I found a pair of decent try squares -- one is in pretty good shape, and says Stanley on the metal side, which is 7" long. It's actually clean enough that I can make out the inch markings. The other is about 4 3/4" long, and not really in very good shape. Both of them seem to be square, although I haven't spent too much effort yet checking them.


try squares by a_mckenzie_4, on Flickr

Next up was a Wards Master No. 4 hand plane, in beautiful shape. The blade was pretty badly nicked, and it was packed full of sawdust to the point that the blade could no longer be adjusted, but aside from that it's in good shape: very little rust, all the japanning in good shape, and, once I cleaned the sawdust out, all the adjusters move easily. I didn't bother smoothing the sole yet, though I will, but the blade took over an hour to grind down and re-edge. It turned out well, though! It'll take nice, thin shavings, with very little work.


Wards Master No 4 by a_mckenzie_4, on Flickr

The final find for the day was a Stanley No. 5 plane... it's not in fantastic shape (a collector probably wouldn't look twice), but a few hours of work with sandpaper and elbow grease and it looks good and cuts well.

Before:


Stanley No 5 01 by a_mckenzie_4, on Flickr
http://www.flickr.com/photos/amckenzie4/5701867096/in/photostream/

Stanley No 5 02 by a_mckenzie_4, on Flickr

After:

Stanley No 5 04 by a_mckenzie_4, on Flickr

Stanely No 5 03 by a_mckenzie_4, on Flickr

The #5 still needs some more work -- there's some light rust still at the front and back tips of the sole, and there's something not quite right with the side to side adjustment lever, but it's a LOT better than it was. Also the rear handle is broken in half, and missing part of its top, so I'll need to replace that sooner or later. There's enough of it to use, though, which was the immediate concern.
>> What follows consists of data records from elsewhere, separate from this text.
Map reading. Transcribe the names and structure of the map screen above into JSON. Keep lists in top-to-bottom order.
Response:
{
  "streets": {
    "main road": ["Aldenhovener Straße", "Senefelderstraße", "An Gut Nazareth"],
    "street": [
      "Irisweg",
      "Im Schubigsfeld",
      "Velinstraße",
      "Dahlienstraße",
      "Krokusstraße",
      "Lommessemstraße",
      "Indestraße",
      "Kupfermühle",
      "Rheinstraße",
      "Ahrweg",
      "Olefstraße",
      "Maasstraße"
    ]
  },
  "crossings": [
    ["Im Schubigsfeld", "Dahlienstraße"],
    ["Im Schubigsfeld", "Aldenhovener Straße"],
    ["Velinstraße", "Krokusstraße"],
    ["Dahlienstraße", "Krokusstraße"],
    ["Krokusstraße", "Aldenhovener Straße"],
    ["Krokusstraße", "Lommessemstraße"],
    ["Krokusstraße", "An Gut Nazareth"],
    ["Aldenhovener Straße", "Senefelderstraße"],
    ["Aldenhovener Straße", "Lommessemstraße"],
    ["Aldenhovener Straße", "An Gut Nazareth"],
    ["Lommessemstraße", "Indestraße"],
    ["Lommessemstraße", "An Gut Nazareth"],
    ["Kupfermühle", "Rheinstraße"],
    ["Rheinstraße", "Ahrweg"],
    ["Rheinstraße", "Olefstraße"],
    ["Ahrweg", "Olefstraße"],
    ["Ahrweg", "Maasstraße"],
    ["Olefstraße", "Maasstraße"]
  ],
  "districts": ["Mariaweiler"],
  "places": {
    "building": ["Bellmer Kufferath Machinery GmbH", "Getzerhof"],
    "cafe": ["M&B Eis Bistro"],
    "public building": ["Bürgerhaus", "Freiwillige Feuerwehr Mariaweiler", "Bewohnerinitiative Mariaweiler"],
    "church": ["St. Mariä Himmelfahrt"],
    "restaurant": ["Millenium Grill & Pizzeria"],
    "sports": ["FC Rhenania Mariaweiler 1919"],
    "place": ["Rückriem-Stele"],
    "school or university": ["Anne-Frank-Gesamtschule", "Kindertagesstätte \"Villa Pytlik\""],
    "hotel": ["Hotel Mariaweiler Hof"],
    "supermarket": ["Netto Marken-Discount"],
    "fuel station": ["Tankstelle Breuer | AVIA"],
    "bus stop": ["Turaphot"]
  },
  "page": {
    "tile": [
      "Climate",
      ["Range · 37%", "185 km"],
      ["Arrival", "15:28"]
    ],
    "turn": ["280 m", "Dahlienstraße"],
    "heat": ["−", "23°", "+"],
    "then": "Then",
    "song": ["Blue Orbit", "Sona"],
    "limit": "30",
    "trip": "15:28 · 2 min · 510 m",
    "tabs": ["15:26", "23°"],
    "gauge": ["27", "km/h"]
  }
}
And total cost for the trip? $30. Not bad, if you ask me.


----------



## cjward (Feb 15, 2011)

Nice scores!


----------



## jharris (Jan 8, 2011)

Definately gloat-worthy. Score? I'd say your trip to the fleem was a grand slam! 

Jeff


----------



## BWSmith (Aug 24, 2010)

Stanley #5 is one of my alltime fav's.You can find replacement handles(totes) on the bay,they ain't cheap.........in the meantime,making one is a great project.Good luck,BW


----------



## mr. jinchao (May 3, 2011)

Well, from what I read about last night from a post on finding old planes on this forum, those sound to be good ones. A little work will have them back in action for sure. Great find!


----------



## amckenzie4 (Apr 29, 2010)

I did a little more work on each after posting last night. I'd never had the chance to use a plane with an adjustable frog before, and I've got to say I like it! It really changes the feel to go from a very small mouth to a much larger one.


----------



## dbhost (Jan 28, 2008)

Nice score. I believe Lee Valley has the patterns for the old Stanley totes available as a free download. I see lots of folks making their own these days...


----------



## amckenzie4 (Apr 29, 2010)

dbhost said:


> Nice score. I believe Lee Valley has the patterns for the old Stanley totes available as a free download. I see lots of folks making their own these days...


Thanks! You're right... and they're here. That'll make my life a lot easier!


----------